Il a été de nombreuses décennies, car les gens ont été aussi excité par une machine Xerox que les secrétaires étaient sur “Mad Men” lorsque le premier photocopieur arrivés au bureau.

À l’époque, Xerox a atteint l’apogée de la marque lorsque son nom est devenu un verbe. Mais qu’est-ce que son directeur général, Ursula M. Burns, faire de l’entreprise lorsque les jeunes travailleurs risquent de ne pas savoir ce que «faire une Xerox» signifie?

La réponse de Mme Burns: en plus de l’équipement d’impression, de vendre des services aux entreprises, comme la manipulation de leurs processus d’affaires.

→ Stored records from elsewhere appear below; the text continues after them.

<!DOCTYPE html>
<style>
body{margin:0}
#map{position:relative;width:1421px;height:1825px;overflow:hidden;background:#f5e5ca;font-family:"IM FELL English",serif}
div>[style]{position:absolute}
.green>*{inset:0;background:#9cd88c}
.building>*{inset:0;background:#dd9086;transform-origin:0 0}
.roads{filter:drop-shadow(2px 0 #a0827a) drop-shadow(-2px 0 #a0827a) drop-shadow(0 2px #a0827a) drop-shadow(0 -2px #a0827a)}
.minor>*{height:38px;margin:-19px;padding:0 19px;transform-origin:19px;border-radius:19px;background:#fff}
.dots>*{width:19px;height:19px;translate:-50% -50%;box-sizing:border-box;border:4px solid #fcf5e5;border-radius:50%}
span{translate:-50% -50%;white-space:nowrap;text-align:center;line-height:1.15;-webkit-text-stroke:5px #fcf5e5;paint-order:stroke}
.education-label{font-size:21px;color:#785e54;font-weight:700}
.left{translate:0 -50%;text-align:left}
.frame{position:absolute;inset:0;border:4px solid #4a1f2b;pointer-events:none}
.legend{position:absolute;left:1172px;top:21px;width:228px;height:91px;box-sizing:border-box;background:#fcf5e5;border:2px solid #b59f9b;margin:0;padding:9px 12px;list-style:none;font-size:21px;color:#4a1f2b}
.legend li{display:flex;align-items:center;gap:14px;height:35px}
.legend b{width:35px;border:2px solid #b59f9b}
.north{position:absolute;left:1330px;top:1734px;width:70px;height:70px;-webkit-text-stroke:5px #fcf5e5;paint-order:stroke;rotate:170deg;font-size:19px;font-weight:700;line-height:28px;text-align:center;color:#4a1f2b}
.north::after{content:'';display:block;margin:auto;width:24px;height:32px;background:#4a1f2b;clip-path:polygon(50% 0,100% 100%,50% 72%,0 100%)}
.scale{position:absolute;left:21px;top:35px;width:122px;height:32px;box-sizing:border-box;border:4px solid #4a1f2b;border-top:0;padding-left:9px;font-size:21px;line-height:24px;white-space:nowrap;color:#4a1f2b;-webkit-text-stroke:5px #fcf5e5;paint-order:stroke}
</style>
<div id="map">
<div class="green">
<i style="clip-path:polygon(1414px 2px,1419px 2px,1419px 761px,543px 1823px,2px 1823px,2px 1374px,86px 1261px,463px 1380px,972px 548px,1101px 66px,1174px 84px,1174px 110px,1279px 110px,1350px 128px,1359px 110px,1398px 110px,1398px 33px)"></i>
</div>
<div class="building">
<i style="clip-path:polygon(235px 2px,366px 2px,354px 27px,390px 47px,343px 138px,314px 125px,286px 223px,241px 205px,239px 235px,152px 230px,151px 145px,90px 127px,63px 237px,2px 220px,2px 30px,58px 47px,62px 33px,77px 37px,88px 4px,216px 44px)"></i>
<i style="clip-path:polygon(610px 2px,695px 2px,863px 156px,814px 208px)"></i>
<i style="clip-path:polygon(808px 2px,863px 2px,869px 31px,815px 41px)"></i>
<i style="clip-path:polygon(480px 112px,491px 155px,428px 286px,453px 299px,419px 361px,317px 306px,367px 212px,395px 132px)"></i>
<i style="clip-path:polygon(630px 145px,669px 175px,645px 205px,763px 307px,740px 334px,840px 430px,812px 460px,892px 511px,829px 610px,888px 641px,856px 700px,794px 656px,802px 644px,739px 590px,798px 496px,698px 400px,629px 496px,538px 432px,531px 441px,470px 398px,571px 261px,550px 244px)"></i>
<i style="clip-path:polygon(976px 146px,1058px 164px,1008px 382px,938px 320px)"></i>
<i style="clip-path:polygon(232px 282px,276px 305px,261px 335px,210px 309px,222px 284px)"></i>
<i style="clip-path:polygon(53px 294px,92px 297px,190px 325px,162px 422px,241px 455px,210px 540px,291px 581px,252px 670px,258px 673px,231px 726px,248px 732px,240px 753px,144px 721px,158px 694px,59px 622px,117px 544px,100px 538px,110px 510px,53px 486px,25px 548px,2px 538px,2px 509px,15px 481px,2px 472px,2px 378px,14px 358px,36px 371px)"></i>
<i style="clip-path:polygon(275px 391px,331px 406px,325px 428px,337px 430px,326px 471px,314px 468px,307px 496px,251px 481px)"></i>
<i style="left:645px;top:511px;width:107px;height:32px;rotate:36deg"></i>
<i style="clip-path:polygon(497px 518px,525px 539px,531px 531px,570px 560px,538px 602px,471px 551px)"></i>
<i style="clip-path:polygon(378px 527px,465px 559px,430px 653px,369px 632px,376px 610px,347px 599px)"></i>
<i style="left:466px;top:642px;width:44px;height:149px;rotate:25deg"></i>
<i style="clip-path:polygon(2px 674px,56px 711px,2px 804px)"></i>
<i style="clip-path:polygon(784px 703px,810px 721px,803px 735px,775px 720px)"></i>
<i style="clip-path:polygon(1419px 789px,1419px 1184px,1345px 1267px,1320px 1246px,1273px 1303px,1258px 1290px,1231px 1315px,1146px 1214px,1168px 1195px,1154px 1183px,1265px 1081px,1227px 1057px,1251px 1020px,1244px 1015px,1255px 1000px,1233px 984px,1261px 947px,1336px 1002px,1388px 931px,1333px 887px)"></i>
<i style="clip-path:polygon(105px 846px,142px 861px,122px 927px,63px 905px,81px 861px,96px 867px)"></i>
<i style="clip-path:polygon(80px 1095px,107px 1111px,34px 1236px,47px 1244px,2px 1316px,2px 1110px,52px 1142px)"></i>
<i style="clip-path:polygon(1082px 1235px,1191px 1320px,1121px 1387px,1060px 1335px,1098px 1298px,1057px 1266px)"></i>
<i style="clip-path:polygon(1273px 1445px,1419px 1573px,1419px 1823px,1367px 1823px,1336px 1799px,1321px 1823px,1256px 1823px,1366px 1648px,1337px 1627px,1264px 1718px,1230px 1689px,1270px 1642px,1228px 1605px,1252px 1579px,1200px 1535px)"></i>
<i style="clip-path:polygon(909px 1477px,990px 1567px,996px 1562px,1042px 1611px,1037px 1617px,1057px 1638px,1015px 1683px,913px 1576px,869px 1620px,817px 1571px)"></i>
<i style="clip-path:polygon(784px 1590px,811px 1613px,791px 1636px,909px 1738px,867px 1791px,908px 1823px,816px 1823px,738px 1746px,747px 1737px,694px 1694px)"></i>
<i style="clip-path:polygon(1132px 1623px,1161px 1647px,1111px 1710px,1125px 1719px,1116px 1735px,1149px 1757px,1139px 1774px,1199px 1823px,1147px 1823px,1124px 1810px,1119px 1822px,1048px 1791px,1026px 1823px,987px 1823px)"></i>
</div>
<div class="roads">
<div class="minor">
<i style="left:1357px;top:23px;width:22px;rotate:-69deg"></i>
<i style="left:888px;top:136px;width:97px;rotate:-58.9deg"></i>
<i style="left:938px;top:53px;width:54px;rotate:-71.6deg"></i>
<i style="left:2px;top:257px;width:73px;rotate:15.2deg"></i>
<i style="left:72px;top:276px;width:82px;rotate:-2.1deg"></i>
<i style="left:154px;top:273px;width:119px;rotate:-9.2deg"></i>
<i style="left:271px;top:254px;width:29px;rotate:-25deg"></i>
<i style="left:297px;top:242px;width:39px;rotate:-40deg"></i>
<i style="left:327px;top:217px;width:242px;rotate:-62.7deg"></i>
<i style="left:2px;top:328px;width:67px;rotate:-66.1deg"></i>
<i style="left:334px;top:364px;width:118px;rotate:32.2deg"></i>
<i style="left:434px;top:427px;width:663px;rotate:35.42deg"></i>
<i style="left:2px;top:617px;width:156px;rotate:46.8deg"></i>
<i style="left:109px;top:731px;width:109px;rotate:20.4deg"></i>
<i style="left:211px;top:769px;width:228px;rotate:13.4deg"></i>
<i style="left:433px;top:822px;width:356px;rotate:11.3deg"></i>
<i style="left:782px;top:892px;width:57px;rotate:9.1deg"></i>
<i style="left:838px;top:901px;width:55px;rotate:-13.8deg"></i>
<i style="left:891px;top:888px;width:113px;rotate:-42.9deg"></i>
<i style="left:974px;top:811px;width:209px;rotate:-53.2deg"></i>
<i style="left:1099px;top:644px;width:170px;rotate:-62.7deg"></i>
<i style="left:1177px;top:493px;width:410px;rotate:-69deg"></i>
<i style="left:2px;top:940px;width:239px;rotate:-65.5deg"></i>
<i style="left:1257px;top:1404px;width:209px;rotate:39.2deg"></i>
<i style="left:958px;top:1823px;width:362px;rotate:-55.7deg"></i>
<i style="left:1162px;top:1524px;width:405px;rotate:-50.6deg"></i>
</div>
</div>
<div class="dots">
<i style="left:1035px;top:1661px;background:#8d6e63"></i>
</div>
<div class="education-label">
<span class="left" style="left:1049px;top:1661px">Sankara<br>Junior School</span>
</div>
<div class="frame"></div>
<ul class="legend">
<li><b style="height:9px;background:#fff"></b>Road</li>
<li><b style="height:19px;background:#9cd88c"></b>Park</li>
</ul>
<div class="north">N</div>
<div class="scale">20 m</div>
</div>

“Cette transformation est bouleversante pour notre entreprise», at-elle dit mardi à la conférence Fortune Most Powerful Women in Laguna Niguel, en Californie Pour le ciment, Mme Burns a conduit Xerox 6,4 milliards de dollars l’acquisition d’Affiliated Computer Services en 2010.

«Nous arrivons à bien des copieurs,” dit-elle. “Mais il était clair que si nous continuions à faire que, 20 ou 30 ans à partir de maintenant, nous n’existerions pas en tant que société. Et mon but est de s’assurer que nous existons 80 ou 100 ans à partir de maintenant. ”

Mme Burns, qui a débuté chez Xerox en tant que stagiaire et devint plus tard une assistante de direction, a réussi Anne M. Mulcahy que son directeur général en 2009.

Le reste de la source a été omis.